« A partir de combien est-on riche ? », « Qui sont les ultra-riches ? », « Avez-vous l’étoffe d’un bourgeois ? »… Experte en BD pédago-humoristique avec son blog scientifique Tu mourras moins bête et les deux livres qu’elle en a tirés, Marion Montaigne propose en une dizaine de thèmes une synthèse originale des travaux menés depuis trente ans par Michel Pinçon et Monique Pinçon-Charlot. La jeune auteure - elle est née en 1980 - a lu à cette fin tous les livres des deux sociologues qui, après Le président des riches, viennent de publier La violence des riches, chronique d’une immense casse sociale (La Découverte). Elle les a aussi accompagnés «sur le terrain», dans une bijouterie de la place Vendôme, pour produire un livre à la fois scientifique, pédagogique et humoristique sur la très grande bourgeoisie, l’argent et le processus de reproduction des élites.

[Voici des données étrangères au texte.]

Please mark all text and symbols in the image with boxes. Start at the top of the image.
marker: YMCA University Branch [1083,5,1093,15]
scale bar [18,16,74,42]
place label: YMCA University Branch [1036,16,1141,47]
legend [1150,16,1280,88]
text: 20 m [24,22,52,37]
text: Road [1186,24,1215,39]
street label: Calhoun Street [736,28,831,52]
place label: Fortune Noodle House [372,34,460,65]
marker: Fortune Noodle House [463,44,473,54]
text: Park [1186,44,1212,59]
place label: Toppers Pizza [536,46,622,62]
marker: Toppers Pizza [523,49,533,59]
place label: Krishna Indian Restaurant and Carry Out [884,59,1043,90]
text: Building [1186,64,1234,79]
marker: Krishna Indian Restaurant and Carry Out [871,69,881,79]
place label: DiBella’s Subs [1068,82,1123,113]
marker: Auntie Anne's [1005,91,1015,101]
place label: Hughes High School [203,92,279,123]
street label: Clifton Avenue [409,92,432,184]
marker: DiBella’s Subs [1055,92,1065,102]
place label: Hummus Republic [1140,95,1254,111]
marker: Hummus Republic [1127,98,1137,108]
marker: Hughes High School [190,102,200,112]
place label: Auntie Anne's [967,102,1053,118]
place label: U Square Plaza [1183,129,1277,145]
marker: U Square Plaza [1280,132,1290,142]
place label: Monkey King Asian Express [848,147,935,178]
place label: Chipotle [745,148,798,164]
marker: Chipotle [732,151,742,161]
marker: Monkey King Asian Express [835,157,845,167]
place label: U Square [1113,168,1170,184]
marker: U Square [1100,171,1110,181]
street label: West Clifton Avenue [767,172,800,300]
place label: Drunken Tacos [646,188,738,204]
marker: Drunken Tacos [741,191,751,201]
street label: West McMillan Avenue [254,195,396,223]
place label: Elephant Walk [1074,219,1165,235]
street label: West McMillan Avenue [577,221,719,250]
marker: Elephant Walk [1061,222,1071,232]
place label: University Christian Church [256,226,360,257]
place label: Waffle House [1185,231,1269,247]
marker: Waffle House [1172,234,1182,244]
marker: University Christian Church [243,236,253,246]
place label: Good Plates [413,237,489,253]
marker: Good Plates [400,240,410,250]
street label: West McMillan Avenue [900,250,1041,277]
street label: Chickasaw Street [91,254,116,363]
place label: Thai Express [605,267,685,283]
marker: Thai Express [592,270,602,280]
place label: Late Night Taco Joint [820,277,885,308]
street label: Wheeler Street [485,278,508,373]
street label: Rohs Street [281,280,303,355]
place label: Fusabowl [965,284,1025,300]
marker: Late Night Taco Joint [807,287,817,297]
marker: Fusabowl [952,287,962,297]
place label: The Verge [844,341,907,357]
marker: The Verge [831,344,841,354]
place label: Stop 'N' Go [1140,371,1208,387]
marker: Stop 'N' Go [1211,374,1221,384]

Marion Montaigne prend pour cela le parti de mettre en scène, avec une distance amusée, les deux sociologues en action. A la manière d’un Pierre Bourdieu, Michel Pinçon et Monique Pinçon-Charlot pratiquent la sociologie comme « un sport de combat ». Ils ont conduit des interviews à Neuilly, assisté à des manifestations anti-HLM dans le XVIe arrondissement de Paris et à des chasses à courre, passé Noël à Gstaad et l’été à Deauville. La dessinatrice les imagine interpellant dans une librairie un certain Philippe Brocolis pour savoir si cela lui plairait d’être riche. Ils s’incrustent ensuite dans la famille du susnommé pour raconter les riches, leurs mœurs et leurs travers, entre récit didactique et expériences pratiques.
Transformant leur discours en images, Marion Montaigne multiplie les anecdotes et les mises en situation désopilantes. Il faut voir le jeune Ernest-Antoine Seillière, futur président du Medef, faire des canulars téléphoniques (« Allo ? Eugénie de Maupoisson ? Je crois qu’il y a de la friture sur la ligne »), et savoir que « dans le papier à rouler OCB, le “B” signifie “Bolloré”. C’est un peu lui que vous léchez quand vous en roulez une », pour comprendre le monde de l’ultra-richesse.